Olivia Upaupa

Personal information
- Date of birth: 12 March 1997 (age 29)
- Place of birth: Papua New Guinea
- Height: 1.62 m (5 ft 4 in)
- Position: Defender

Youth career
- Tusbab Blue Kumuls

Senior career*
- Years: Team / Apps / (Gls)
- Frigates United

International career
- Papua New Guinea

= Olivia Upaupa =

Papua New Guinean footballer (born 1996)

Olivia Upaupa (born 12 March 2997) is a Papua New Guinean footballer who plays as a defender for Frigates United.

==Early life==
Upaupa was born on 12 March 1997. Born in Papua New Guinea, she is a native of Madang Province, Papua New Guinea.
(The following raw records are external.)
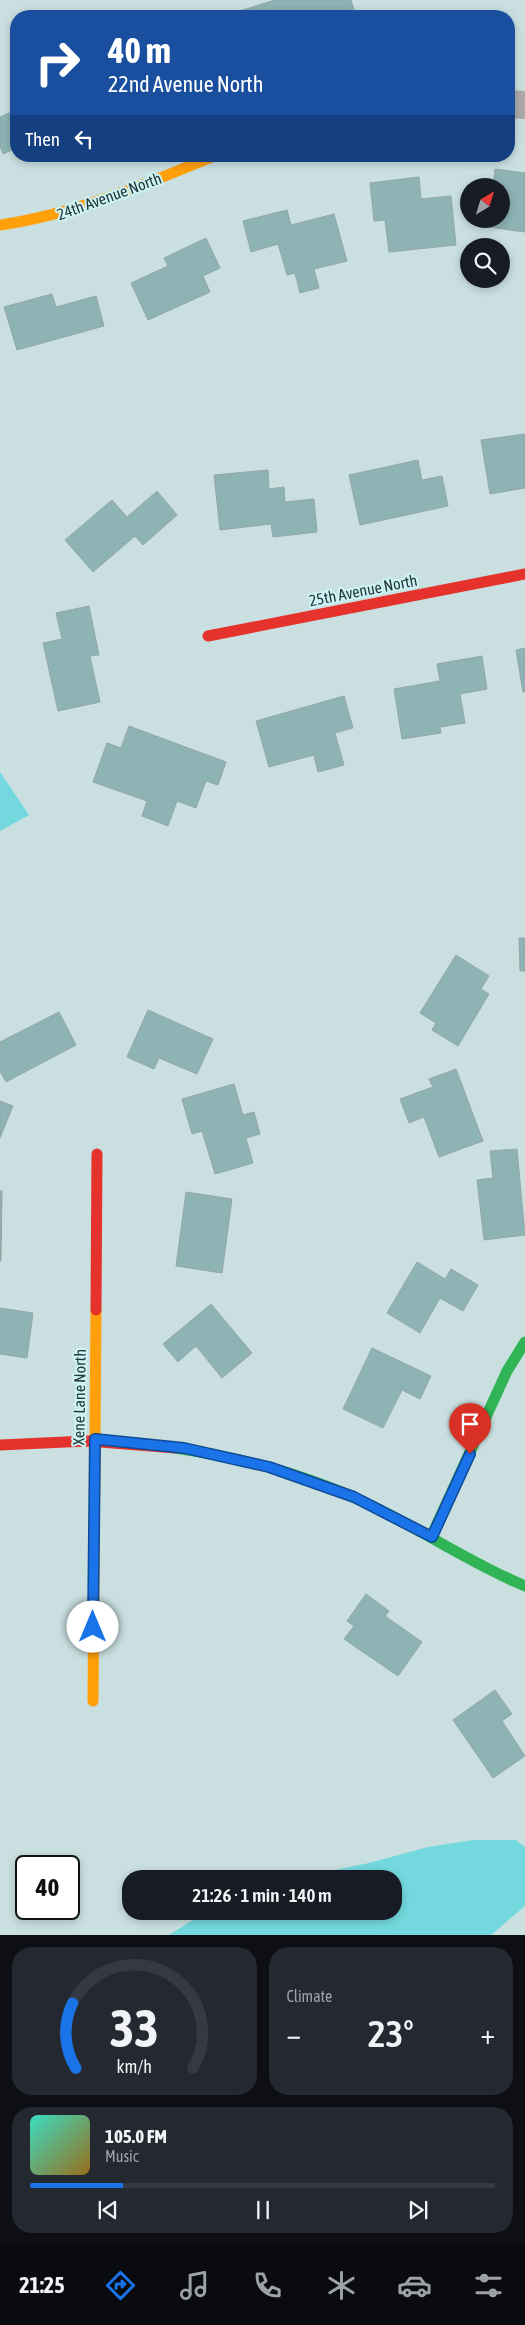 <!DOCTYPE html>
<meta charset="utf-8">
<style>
body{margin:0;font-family:"Asap Condensed",sans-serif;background:#242831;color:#f1f3f6;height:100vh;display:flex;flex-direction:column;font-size:19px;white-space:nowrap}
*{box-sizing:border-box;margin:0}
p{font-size:16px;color:#9ea1a6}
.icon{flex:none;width:28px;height:28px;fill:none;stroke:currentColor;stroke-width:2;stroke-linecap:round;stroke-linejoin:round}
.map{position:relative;height:1935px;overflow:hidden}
.panel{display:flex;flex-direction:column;gap:12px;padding:12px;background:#0d0f14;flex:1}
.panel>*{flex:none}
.top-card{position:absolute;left:10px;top:10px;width:505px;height:152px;border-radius:20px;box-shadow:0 2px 8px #0003;background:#1a4fa0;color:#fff;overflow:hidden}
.needle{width:32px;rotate:38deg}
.controls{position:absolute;left:460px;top:178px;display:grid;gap:10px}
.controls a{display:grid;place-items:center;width:50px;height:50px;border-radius:50%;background:#171b24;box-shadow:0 2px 8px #0003;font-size:25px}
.speed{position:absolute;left:15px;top:1855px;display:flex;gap:10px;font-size:25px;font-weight:700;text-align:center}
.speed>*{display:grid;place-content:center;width:65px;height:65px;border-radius:50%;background:#171b24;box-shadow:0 2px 8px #0003;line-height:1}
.speed .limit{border:2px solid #111;border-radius:8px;background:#fff;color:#111}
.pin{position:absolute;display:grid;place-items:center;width:42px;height:42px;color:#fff;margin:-51px -21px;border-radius:50% 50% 50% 0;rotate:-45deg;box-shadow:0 0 5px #0007}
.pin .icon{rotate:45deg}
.me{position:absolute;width:55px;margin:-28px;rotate:0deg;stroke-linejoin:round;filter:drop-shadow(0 0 4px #0008)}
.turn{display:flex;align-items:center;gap:18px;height:105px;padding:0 15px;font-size:22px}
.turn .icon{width:65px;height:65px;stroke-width:2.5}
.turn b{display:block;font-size:35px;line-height:42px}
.then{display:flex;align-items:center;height:48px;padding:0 15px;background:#0003;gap:10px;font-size:19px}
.big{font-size:38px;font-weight:600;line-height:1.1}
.panel .widget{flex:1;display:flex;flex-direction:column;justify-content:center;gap:8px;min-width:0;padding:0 18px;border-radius:20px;background:#242831}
.panel .dial{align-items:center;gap:0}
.dial svg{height:130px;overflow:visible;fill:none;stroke:#363941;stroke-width:7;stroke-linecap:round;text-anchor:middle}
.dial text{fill:#f1f3f6;stroke:none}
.song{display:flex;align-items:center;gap:15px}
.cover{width:60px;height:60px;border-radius:8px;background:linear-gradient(135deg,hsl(170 70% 55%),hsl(40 70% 35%))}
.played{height:5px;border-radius:2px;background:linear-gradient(90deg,#1a73e8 20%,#363941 20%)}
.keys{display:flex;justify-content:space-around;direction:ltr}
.heat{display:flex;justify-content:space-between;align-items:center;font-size:28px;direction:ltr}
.panel .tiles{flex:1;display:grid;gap:12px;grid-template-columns:1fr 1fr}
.widget:last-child{grid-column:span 2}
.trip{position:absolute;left:122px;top:1870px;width:280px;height:50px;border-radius:20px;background:#171b24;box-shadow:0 2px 8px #0003;font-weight:600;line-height:50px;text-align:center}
.tab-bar{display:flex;height:80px;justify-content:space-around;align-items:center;background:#090b0e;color:#9ea1a6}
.tab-bar .icon{width:35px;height:35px}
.tab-bar .on{color:#1a73e8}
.tab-bar b{font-size:22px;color:#f1f3f6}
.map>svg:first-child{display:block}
</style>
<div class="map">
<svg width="525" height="1935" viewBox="0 0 525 1935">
<rect width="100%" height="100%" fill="#c9dfe0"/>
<!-- water -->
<path fill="#73d9de" d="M0 772 29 815 0 831Z
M473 1840H516L525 1847V1906L491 1935H169L207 1911H394V1879H290L369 1863 428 1847Z"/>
<!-- building -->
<path fill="#8db3b5" stroke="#95a6a6" d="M275 0H351L356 16H242L240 11Z
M16 110V148L3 154 0 146V117Z
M495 169 525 173V232L488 227 489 219H501V186H493Z
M419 177 421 199 451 196 456 245 389 252 385 220 374 221 370 183Z
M287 210 291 225 334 214 347 261 314 269 319 288 300 293 295 273 287 275 278 244 251 252 243 221Z
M206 238 220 268 203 276 210 292 148 320 131 283 168 266 164 258Z
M52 294 56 307 96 296 104 326 17 350 4 307Z
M525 434V488L490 494 481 440Z
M418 460 422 480 442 476 448 506 360 525 349 475Z
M268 470 269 489 284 487 285 502 314 499 317 532 273 537 271 524 220 530 214 475Z
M157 491 177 515 143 545 135 536 93 572 65 540 112 500 127 517Z
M89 606 99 655 90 656 100 702 58 711 43 643 62 639 56 613Z
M525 648V692H523L516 650Z
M482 656 487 689 460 694 465 723 440 727 441 733 402 739 394 689 440 681 437 664Z
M344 696 353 728 335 733 344 765 318 772 314 755 269 767 256 721Z
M129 726 226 762 218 785 206 781 196 808 177 801 168 826 142 816 147 801 93 782 107 743 121 748Z
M519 938H525V971H520Z
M456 955 489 976 481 989 489 994 458 1046 432 1030 436 1023 420 1013Z
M148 1010 213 1039 197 1074 159 1058 154 1069 127 1057Z
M59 1012 76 1045 6 1082 0 1071V1042Z
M456 1069 483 1141 439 1157 424 1117 409 1123 400 1099 433 1087 429 1079Z
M234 1084 243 1115 254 1112 260 1134 246 1138 253 1163 215 1174 202 1131 192 1134 182 1099Z
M0 1101 13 1106 0 1138Z
M517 1149 525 1235 484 1240 477 1180 493 1178 490 1151Z
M0 1191H2L1 1261H0Z
M186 1192 232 1199 222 1273 176 1266Z
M417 1262 445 1279 451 1269 478 1285 463 1311 440 1298 420 1333 387 1313Z
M211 1304 252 1353 222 1378 196 1346 178 1362 163 1344Z
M0 1308 33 1313 27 1358 0 1354Z
M372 1348 431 1376 420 1399 402 1390 383 1428 343 1409Z
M366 1594 389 1611 385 1616 422 1642 398 1676 344 1639 354 1626 347 1621Z
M495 1690 512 1714 502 1721 525 1756 493 1778 453 1720Z"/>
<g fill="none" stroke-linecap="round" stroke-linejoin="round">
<!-- street -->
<path stroke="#abaaa9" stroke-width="28" d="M509 104 525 105"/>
<!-- fast -->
<path stroke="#30b455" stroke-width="11" d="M175 1448C244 1458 312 1476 374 1507 425 1532 472 1564 525 1586
M431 1537 507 1371 525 1342"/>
<!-- slow -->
<path stroke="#ff9f0a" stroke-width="11" d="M0 225C75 214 144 185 214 156
M93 1701 96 1310"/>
<!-- jam -->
<path stroke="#e5322d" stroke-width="11" d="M208 636 525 574
M96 1310 97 1154
M0 1445 88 1441 175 1448"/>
</g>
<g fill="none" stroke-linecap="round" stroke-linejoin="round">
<defs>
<path id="route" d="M93 1627 95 1439 184 1448 269 1467 354 1497 432 1537 470 1454"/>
</defs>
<!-- route casing -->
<use href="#route" stroke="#114b97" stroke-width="12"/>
<!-- route -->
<use href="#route" stroke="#1a73e8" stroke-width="9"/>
</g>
<g text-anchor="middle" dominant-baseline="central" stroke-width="4" stroke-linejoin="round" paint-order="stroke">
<!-- street labels -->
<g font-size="16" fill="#263536" stroke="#cdf5f7">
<text transform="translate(109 196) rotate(-20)">24th Avenue North</text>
<text transform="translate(363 590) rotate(-11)">25th Avenue North</text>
<text transform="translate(79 1397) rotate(-89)">Xene Lane North</text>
</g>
</g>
</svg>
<div class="controls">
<a><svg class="needle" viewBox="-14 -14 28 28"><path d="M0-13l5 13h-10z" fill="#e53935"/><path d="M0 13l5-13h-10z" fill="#9ea1a6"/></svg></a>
<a><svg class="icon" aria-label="search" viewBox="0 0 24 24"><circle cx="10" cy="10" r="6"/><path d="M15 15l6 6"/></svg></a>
</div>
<div class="speed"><div class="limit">40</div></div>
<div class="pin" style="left:470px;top:1454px;background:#d93025"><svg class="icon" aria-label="arrive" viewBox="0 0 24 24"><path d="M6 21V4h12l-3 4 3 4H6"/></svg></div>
<svg class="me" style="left:93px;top:1627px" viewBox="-20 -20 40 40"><circle r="19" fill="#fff"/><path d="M0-13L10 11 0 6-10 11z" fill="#1a73e8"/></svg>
<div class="trip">21:26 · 1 min · 140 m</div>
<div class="top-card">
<div class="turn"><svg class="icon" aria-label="right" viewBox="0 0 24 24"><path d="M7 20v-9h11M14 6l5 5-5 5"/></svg><div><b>40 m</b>22nd Avenue North</div></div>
<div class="then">Then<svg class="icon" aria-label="left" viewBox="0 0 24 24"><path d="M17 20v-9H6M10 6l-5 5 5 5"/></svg></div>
</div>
</div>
<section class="panel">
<div class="tiles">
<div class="widget dial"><svg viewBox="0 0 100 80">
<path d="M14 69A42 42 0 1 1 86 69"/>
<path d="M14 69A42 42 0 0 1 12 29" stroke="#1a73e8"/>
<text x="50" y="56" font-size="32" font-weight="700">33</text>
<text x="50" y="72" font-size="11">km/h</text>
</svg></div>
<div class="widget"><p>Climate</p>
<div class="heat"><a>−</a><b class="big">23°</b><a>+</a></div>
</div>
<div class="widget">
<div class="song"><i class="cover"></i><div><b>105.0 FM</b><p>Music</p></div></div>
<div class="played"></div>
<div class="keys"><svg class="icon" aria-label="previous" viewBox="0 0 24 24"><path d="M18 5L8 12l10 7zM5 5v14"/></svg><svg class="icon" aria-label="pause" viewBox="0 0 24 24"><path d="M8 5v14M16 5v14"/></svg><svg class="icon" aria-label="next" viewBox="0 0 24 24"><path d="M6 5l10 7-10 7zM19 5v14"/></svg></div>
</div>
</div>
</section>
<nav class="tab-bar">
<b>21:25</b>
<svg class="icon on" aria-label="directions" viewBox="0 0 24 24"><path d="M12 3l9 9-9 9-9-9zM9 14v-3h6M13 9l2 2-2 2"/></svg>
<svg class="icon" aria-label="music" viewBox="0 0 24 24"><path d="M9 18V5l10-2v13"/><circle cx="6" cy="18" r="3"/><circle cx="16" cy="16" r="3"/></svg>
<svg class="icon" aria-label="phone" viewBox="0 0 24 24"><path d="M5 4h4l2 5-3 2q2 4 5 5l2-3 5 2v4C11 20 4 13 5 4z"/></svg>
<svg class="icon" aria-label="climate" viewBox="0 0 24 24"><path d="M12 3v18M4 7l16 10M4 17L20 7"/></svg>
<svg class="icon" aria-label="car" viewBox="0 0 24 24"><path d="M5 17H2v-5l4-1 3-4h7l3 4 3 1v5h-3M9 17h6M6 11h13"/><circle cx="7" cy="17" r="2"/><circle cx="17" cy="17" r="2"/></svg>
<svg class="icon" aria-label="filters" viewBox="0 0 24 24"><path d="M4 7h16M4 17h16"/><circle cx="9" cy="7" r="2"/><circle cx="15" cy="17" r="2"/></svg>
</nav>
Growing up, she attended Goroka Grammar School in Papua New Guinea.

==Club career==
As a youth player, Upaupa joined the youth academy of Papua New Guinean side Tusbab Blue Kumuls. Following her stint there, Upaupa signed for Solomon Islands side Frigates United in 2024.

==International career==
Upaupa is a Papua New Guinea international. During the autumn of 2016, she played for the Papua New Guinea women's national under-20 soccer team at the 2016 FIFA U-20 Women's World Cup.